Annuii, ma se aveva imparato a conoscermi, sapeva che ci avrei riprovato. Alzò lo sguardo e mi fissò.
"Va bene, Lorenzi, se dovessimo scendere ancora mi porterò una luce più forte, chiederò a Molly d'intervenire in questo posto. O tu ci morirai qui sotto." Ridemmo anche se eravamo entrambi provati.
Raccogliemmo le ultime cartelle, lo seguii nel corridoio mentre mi spingeva per la vita e mi teneva. "Non cadrò, Mycroft, l'ho superata, sono anni che convivo con questo dolore."
Lui mormorò sconsolato. "Non proprio Laura, devi cercare di chiarirti e affrontare i tuoi incubi, quando vorrai, io ci sarò."
Mi lasciò lentamente assicurandosi che fossi stabile, la sua mano era calda e rassicurante. Mi procurò uno strano turbamento che non avevo mai provato.
Tornammo di sopra, appoggiai le cartelle sulla scrivania del nuovo studio, e andai a sciacquarmi la faccia.
Holmes rimase a sistemare il suo piccolo ufficio, lo intravidi togliersi il cappotto nervosamente, la fronte contratta.
Me lo ritrovai poco dopo sulla porta del bagno.
"Tutto bene?" Rimasi sorpresa dalla sua sollecitudine.
"Sto bene, tranquillo, mi rimetto in sesto. Mi dispiace." Ero indecisa e in colpa di averlo spaventato. "Credo avrai capito cosa mi è successo e perché..."
Abbassai la testa incapace di aggiungere altro. Tremavo, lui non esitò, mi prese il viso fra le mani, un gesto inusuale, poco nelle sue corde.
"Non mi devi spiegazioni, prenditi il tuo tempo Laura, so che hai sofferto molto per dei bastardi."
Annuii senza fiatare, godendomi il calore che mi davano le sue dita delicate, mi fissò teneramente, i suoi occhi grigi mi scioglievano dentro. In quel momento gli accordai tutta la mia fiducia, era la prima volta che lo facevo.
"Per me non cambia nulla, Laura. Stai tranquilla su questo." Mi confermò che aveva percepito l'abuso che avevo subito.
Lasciò la presa, fece un mezzo sorriso, lisciò le tasche della giacca, si girò e tornò al suo ufficio. Ma avevo intravisto i suoi occhi lucidi.
"Grazie." Biascicai, lui alzò la mano senza voltarsi.
Ripresi a lavorare al minimo, piena di dubbi.
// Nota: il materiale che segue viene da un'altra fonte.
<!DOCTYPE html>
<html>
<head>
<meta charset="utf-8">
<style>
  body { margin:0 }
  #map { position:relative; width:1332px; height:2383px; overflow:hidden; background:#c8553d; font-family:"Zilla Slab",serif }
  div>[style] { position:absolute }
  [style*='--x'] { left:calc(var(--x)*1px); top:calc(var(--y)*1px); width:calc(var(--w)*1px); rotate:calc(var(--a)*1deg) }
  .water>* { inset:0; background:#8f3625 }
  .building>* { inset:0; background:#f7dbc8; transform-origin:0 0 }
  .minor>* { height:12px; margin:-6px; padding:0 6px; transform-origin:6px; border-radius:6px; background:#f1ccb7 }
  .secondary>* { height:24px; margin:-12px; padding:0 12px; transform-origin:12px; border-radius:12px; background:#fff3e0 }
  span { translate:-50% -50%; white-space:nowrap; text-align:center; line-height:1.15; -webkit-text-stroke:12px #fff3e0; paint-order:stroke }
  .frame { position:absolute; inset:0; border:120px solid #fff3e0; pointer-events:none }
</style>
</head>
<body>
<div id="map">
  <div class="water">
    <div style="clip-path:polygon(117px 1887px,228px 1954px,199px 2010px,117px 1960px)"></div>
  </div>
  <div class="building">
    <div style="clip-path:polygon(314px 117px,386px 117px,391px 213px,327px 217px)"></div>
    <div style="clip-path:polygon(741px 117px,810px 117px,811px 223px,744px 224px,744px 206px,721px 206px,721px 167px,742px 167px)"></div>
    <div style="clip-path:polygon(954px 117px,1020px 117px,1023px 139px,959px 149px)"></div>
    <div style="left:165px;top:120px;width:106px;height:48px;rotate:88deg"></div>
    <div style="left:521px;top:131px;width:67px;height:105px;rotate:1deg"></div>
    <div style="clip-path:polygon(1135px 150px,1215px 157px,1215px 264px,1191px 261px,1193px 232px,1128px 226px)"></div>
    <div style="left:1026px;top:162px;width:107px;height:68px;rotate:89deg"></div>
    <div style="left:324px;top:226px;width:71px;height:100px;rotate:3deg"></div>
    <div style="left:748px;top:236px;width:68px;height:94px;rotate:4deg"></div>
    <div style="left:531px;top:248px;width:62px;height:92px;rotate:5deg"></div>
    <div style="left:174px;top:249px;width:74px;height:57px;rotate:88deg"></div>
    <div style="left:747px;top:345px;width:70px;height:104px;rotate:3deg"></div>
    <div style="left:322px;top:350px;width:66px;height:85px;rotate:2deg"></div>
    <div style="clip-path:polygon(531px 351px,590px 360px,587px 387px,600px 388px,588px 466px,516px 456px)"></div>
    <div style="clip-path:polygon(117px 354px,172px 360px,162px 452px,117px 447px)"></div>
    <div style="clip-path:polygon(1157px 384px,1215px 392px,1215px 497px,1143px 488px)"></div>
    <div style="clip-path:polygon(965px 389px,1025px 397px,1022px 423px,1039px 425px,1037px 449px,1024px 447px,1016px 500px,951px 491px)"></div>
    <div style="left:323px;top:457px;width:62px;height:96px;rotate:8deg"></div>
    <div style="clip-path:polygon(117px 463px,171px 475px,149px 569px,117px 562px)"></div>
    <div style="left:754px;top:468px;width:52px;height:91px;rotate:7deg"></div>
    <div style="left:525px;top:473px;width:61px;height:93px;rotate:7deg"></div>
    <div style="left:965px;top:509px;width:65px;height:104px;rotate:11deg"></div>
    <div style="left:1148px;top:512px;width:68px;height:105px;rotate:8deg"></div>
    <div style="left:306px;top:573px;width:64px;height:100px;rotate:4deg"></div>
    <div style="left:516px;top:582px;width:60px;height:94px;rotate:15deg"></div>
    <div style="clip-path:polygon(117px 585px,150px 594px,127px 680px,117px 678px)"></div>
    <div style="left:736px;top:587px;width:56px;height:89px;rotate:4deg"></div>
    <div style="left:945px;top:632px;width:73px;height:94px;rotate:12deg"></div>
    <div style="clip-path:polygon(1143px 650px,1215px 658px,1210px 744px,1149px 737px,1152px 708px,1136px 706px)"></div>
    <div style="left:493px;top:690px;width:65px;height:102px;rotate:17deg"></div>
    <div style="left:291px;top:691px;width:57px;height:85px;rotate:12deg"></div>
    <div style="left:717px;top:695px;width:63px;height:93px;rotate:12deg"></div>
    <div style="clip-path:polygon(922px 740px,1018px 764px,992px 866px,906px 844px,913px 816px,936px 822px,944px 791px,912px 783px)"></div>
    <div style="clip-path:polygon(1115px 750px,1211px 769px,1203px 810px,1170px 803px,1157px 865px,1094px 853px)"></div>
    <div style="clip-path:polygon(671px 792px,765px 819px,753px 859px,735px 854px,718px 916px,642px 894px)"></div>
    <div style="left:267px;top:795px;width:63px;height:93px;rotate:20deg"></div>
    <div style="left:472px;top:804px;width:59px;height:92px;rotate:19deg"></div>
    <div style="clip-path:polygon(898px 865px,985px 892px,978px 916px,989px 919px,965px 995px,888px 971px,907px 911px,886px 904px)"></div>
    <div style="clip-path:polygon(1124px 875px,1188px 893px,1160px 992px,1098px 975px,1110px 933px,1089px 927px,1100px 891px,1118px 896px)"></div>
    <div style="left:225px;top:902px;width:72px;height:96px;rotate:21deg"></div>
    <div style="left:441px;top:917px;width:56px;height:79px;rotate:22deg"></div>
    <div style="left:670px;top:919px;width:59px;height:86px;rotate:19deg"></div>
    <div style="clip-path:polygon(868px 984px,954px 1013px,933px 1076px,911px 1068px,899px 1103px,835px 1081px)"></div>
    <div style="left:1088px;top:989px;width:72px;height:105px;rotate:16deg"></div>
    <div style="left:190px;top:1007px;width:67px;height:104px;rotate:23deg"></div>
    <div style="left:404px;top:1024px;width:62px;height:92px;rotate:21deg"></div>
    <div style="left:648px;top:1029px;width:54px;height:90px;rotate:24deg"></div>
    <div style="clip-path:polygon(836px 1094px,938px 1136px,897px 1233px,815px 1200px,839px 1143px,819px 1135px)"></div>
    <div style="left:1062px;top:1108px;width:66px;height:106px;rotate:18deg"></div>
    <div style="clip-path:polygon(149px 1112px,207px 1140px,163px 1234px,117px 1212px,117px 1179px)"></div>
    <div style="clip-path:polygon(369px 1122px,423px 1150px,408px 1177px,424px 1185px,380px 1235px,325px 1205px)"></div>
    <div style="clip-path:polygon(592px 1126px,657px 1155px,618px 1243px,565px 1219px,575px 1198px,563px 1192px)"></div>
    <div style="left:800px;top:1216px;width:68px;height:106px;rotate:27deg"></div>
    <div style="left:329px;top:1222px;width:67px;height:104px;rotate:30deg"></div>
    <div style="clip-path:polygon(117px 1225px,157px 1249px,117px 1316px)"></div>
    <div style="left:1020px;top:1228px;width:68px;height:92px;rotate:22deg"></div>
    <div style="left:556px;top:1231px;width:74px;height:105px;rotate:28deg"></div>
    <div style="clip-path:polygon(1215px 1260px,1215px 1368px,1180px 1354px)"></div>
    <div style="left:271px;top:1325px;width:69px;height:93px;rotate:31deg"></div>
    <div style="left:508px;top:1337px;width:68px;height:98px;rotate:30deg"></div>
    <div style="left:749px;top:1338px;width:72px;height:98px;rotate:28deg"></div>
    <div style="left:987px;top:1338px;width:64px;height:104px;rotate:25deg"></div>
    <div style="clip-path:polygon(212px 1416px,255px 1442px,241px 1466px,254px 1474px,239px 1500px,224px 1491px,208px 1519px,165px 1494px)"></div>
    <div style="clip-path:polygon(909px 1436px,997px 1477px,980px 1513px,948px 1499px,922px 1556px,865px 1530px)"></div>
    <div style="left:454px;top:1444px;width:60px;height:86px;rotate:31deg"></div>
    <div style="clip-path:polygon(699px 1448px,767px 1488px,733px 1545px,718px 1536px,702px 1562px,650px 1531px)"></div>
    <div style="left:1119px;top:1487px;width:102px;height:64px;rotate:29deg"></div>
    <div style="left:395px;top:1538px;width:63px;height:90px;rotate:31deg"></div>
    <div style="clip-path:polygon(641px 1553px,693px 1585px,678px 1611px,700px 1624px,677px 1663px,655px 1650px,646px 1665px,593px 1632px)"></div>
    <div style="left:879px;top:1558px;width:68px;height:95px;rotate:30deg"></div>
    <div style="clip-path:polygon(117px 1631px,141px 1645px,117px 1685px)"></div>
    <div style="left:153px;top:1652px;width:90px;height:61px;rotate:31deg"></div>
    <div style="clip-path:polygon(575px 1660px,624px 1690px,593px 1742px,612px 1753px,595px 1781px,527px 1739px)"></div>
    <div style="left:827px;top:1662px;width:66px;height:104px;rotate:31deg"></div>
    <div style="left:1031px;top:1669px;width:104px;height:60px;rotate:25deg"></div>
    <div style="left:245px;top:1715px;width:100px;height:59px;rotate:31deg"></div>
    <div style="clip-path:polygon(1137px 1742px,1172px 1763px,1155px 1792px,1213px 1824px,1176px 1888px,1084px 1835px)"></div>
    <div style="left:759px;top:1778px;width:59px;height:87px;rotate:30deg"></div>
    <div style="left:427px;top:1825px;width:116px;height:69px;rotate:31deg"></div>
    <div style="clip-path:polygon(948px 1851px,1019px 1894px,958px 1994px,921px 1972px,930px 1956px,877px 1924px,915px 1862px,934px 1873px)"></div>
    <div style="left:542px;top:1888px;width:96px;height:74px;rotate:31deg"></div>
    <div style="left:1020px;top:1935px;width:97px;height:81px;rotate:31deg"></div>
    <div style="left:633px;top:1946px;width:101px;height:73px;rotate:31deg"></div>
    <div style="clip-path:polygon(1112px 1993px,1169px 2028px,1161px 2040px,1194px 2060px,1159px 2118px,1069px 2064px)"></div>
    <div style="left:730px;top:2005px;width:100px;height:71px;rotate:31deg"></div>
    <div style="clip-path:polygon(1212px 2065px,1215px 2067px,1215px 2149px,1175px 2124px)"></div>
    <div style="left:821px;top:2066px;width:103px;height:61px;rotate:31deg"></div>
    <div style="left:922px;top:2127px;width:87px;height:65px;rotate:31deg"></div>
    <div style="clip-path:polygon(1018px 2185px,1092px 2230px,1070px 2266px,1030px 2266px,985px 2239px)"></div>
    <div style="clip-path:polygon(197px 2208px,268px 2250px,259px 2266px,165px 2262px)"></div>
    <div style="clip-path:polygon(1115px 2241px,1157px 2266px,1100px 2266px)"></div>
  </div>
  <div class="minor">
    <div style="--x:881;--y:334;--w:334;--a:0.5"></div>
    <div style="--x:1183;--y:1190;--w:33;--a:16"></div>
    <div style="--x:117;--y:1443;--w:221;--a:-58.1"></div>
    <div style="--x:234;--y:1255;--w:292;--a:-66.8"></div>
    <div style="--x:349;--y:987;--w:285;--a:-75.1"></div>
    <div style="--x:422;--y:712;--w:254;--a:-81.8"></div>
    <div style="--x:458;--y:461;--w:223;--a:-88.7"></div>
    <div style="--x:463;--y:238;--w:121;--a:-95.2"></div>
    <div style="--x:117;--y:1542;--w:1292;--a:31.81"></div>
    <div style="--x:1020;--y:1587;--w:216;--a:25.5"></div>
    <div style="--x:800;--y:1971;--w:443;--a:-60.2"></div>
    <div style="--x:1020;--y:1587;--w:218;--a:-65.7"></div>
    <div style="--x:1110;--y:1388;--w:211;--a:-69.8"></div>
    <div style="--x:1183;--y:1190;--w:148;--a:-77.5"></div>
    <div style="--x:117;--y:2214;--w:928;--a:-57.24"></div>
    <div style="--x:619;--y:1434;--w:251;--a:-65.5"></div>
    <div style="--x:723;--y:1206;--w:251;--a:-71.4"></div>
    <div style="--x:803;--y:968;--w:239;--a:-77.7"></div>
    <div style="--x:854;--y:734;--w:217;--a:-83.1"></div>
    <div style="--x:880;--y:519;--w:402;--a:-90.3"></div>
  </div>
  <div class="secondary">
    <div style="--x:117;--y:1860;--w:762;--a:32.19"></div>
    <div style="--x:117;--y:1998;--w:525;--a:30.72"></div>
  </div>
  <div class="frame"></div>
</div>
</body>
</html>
Alcuni riguardavano la mia reazione al buio, altri la strana deviazione che stava prendendo il mio rapporto con Holmes. Fui confusa e irritata, sbagliai i reperti, li catalogai senza riflettere.
Pochi minuti dopo lui ricevette una telefonata, indossò il cappotto elegante, si avvicinò alla mia scrivania, si assicurò ancora che stessi bene.
"Questo è il mio numero riservato Lorenzi, se sei in difficoltà chiamami." Non feci in tempo a dire nulla, se ne andò afferrando il suo amato ombrello.
Apprezzai molto il suo gesto, sapevo che non dava facilmente il suo numero privato.
Rimasi da sola in laboratorio, nel silenzio assoluto.
Ero certa che avesse intuito dello stupro che avevo subìto in Italia. Quell'abuso impietoso che mi avevano riservato gli assassini dei miei genitori, chiusa in quella stanza buia che puzzava di morte e violenza.
La giovane donna che ero diventata, la studentessa modello piena di aspettative, era morta insieme ai Lorenzi.
Non avevo più cercato affetto in un uomo e mi mantenevo distante da qualsiasi rapporto di coppia. Per me l'amore non esisteva, l'avevo sempre evitato temendo di non riuscire a superare il trauma. Almeno fino a ora.